Your Infrastructure in Version Control.
Why Infrastructure as Code Is Not Optional at Scale
A GCP environment managed primarily through the console becomes unmanageable at a surprisingly low level of complexity. After a certain number of projects, VPCs, IAM bindings, and service configurations, nobody knows the complete state of the environment. Changes happen without documentation. Environments drift from each other. The staging environment that was supposed to mirror production has been modified so many times that it no longer does.
Infrastructure as Code disciplines away these problems. When infrastructure is defined in Terraform, the state of the environment is represented in files that are version-controlled, reviewed, and applied through a pipeline. The diff between what is defined and what is running is always visible. Environments can be reproduced from the code. Changes require review before they are applied.
How We Approach Terraform
Module Architecture
Flat Terraform configurations that put all resources in a single directory do not scale. We design modular Terraform architectures: reusable modules for repeatable infrastructure patterns (VPCs, GKE clusters, Cloud SQL instances), composed by root modules that define the specific instances of those patterns in each environment. Modules are versioned and tested independently.
State Management
Terraform state stored in Cloud Storage with object versioning enabled. State locking via Cloud Storage lock objects to prevent concurrent apply operations. Separate state files per environment (development, staging, production) so that a failed apply in one environment cannot corrupt the state of another.
Environment Parity
The same Terraform module code runs across all environments, parameterized for environment-specific values (instance sizes, replica counts, backup schedules). Environment-specific configuration in a separate variables file or environment-specific Terragrunt configuration layer — not conditional logic inside the module that makes it impossible to reason about what each environment will look like.
IaC CI/CD Pipeline
Infrastructure changes follow the same review-and-deploy process as application code: pull request triggers a Terraform plan, the plan is reviewed as part of the code review, merge to the main branch triggers apply against the target environment. `terraform plan` output is annotated on the pull request so reviewers see the exact changes being proposed. Policy enforcement using tools such as tflint and OPA/Sentinel for cloud governance policy compliance validation before apply.
Existing Infrastructure
For teams with existing GCP environments not currently managed by Terraform, we perform Terraform import of the critical infrastructure — bringing it under IaC management without reprovisioning. We identify and document any resources that cannot be cleanly imported and provide a remediation path.

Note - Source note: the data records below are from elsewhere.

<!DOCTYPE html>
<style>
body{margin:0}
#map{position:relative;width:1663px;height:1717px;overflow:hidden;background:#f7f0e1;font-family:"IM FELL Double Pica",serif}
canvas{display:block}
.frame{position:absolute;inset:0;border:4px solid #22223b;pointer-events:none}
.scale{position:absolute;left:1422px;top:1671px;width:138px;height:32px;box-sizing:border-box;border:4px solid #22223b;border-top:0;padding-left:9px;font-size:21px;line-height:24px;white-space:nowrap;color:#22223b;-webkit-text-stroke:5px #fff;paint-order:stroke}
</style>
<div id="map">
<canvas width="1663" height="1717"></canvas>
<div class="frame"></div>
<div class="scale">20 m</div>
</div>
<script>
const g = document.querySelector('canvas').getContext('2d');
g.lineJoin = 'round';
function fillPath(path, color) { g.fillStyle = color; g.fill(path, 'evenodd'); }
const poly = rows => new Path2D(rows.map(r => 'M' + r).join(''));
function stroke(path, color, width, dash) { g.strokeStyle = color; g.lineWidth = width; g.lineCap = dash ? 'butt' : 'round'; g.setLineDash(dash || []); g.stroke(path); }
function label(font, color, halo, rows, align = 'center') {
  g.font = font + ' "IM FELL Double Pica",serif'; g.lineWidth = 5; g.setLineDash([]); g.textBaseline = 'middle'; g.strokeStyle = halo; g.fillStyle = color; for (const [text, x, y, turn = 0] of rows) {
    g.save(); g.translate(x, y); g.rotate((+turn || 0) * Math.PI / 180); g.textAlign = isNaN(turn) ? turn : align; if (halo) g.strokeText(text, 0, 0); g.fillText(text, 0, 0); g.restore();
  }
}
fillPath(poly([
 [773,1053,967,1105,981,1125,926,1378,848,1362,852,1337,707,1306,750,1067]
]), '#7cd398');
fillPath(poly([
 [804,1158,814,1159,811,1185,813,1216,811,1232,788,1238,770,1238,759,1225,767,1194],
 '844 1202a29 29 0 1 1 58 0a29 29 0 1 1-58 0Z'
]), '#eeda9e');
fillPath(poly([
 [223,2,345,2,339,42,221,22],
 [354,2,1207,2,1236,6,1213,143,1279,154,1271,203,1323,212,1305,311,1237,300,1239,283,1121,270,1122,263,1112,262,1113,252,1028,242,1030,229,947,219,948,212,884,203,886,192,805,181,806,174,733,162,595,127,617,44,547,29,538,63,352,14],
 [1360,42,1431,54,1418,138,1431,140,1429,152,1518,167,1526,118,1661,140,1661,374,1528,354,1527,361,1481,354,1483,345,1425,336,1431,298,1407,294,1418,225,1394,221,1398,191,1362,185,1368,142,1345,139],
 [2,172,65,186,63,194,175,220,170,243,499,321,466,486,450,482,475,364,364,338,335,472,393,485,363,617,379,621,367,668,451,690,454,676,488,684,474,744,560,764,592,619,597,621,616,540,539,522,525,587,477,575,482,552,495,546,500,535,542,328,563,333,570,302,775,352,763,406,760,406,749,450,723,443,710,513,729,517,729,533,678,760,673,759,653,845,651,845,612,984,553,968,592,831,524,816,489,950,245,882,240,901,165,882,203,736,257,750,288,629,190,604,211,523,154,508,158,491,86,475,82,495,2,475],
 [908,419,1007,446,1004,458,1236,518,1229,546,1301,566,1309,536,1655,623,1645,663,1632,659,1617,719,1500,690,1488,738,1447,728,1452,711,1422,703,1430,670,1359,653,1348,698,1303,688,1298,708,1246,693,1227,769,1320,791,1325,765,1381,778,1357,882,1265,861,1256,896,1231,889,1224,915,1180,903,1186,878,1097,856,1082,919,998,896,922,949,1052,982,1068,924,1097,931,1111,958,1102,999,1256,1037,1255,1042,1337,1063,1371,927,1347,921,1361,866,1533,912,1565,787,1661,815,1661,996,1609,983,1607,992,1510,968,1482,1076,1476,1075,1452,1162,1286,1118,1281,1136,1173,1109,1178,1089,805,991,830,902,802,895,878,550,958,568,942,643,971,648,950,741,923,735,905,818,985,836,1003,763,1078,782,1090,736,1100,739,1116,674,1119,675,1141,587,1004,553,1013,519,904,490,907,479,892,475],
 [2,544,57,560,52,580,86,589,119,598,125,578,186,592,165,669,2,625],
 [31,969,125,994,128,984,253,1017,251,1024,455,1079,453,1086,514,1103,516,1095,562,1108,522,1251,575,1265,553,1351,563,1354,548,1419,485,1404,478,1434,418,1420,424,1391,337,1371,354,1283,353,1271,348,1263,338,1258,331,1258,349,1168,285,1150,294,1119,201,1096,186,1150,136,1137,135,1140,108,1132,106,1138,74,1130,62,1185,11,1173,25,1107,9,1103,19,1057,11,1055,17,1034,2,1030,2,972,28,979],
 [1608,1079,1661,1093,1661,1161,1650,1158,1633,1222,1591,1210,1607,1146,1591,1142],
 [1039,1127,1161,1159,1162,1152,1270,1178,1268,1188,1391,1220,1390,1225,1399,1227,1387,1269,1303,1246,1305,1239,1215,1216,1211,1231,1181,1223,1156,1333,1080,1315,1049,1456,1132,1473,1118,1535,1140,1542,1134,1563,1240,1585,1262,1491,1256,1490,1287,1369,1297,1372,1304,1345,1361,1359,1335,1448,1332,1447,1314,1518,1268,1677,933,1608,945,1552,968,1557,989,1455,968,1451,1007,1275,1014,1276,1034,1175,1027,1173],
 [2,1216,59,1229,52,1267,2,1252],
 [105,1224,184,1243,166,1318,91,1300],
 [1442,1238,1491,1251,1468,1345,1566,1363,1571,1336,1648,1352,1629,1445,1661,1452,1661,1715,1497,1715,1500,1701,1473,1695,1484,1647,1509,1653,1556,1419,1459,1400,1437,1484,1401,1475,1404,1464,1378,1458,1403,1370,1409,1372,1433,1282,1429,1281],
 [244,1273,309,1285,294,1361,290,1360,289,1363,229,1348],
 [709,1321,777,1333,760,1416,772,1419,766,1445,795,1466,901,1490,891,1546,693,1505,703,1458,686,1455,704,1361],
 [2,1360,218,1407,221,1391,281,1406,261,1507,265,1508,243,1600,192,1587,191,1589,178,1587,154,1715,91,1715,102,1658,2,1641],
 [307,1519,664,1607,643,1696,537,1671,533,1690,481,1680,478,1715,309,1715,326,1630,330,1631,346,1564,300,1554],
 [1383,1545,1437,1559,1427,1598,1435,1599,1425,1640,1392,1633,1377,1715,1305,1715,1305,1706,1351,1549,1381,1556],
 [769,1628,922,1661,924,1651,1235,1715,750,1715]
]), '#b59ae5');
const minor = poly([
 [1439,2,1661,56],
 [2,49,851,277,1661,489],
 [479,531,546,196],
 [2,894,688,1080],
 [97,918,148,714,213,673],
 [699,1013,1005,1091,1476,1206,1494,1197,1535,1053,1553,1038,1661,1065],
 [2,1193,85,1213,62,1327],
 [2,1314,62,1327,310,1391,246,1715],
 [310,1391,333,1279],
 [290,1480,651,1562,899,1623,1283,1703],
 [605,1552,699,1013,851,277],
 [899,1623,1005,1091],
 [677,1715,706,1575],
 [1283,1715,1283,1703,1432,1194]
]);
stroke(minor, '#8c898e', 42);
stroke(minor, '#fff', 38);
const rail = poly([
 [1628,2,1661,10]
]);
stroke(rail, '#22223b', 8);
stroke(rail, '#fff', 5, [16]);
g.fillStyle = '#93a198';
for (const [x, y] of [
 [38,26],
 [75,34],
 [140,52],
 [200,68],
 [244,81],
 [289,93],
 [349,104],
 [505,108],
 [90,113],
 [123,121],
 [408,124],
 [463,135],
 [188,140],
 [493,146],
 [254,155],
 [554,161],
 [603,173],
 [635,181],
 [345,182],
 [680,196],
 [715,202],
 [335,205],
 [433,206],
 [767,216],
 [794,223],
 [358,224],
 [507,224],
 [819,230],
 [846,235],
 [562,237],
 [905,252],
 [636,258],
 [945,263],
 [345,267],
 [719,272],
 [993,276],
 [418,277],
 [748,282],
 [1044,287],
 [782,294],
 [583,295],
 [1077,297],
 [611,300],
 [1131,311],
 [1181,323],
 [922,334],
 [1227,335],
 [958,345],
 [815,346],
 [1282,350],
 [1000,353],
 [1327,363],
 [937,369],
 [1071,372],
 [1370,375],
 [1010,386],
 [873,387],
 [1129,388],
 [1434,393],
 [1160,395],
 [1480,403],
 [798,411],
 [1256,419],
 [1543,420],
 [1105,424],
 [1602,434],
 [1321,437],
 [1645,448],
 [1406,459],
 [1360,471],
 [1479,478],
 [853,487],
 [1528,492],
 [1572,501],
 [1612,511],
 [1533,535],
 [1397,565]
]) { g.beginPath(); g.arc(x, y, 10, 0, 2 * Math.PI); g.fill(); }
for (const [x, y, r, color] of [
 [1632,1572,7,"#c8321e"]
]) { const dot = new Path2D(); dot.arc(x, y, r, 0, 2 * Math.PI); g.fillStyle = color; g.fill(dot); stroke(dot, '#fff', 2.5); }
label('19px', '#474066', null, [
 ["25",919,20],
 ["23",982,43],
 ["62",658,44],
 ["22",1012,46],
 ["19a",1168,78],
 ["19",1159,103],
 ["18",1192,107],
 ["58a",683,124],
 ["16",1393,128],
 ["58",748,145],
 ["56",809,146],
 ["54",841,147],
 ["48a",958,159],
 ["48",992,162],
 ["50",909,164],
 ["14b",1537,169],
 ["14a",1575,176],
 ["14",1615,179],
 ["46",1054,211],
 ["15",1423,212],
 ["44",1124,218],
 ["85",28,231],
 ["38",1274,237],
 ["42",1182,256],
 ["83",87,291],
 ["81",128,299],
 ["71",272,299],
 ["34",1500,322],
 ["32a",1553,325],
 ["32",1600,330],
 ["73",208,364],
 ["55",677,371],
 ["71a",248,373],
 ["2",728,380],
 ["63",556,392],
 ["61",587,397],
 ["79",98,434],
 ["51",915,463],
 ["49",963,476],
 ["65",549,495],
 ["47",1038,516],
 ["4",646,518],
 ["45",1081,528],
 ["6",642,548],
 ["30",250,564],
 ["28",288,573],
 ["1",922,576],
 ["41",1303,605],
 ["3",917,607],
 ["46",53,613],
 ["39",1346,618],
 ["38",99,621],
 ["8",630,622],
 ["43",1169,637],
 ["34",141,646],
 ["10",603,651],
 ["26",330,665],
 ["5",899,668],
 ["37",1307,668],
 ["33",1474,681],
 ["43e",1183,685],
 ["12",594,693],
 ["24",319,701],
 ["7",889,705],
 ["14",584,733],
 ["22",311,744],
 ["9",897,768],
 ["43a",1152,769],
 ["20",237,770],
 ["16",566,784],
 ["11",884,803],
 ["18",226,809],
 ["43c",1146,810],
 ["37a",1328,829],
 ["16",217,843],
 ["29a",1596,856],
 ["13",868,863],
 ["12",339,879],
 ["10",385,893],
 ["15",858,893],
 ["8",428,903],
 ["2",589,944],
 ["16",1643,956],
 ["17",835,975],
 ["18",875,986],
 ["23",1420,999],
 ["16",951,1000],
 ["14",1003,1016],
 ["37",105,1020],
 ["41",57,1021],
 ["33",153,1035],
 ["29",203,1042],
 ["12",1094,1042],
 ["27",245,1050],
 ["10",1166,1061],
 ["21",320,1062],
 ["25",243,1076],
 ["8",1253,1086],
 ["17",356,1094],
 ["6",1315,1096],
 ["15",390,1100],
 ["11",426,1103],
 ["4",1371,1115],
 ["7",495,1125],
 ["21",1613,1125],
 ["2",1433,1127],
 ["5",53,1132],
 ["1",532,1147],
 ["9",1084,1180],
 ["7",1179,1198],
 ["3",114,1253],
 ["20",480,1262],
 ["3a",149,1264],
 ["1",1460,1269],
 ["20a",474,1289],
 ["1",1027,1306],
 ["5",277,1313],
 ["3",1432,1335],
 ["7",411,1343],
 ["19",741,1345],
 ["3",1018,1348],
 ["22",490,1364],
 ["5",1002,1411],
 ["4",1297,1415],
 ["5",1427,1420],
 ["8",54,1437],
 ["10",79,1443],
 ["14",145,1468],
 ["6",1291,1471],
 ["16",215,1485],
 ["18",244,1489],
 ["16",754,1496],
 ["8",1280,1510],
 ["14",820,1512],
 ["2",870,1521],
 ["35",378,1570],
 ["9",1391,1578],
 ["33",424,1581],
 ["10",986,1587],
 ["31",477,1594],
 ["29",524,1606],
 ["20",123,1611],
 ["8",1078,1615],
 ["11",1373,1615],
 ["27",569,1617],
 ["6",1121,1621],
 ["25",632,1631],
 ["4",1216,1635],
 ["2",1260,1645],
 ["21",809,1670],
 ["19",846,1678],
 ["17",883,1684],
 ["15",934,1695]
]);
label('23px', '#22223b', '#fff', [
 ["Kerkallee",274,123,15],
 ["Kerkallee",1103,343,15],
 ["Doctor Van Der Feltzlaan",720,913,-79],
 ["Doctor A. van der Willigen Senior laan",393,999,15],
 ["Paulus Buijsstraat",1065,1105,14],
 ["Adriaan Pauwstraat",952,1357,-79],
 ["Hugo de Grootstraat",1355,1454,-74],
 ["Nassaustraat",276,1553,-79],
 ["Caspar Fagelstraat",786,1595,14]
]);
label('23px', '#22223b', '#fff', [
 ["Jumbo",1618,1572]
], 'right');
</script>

- Terraform modular architecture design for GCP environments
- Reusable Terraform module development: VPC, GKE, Cloud SQL, IAM
- Remote state configuration: GCS backend with state locking
- Environment parity design: dev/staging/production parameterization
- Terraform CI/CD pipeline: plan on PR, apply on merge
- tflint and terraform validate integration in CI
- OPA/Sentinel policy-as-code for infrastructure governance
- Terragrunt configuration layer for multi-environment DRY management
- Terraform import of existing GCP resources
- terraform-docs and pre-commit hook setup for module documentation
How we deliver this service.
Infrastructure Inventory and Target Design
For new environments: full infrastructure design before any Terraform is written. For existing environments: inventory of current resources, identification of what to bring under IaC management first, and assessment of import vs. redeploy approach for each resource type.
Module Architecture Design
Module structure, naming conventions, variable design, and output definitions — documented before any modules are written. The module architecture is a design artifact, not a consequence of how the code evolved.
Module Development
Core modules written and tested independently with minimal example configurations. Modules reviewed for correctness, security configuration defaults, and documentation completeness before root modules are composed on top of them.
IaC Pipeline Setup
CI/CD pipeline for Terraform: plan on pull request with plan output annotation, apply on merge with Slack or email notification. Policy-as-code checks integrated before plan. State backend configured.
Apply and Handover
Infrastructure applied to all environments in sequence. Drift between the applied state and any manually managed resources resolved. Terraform repository with README, module documentation, and an IaC runbook handed over to the infrastructure team.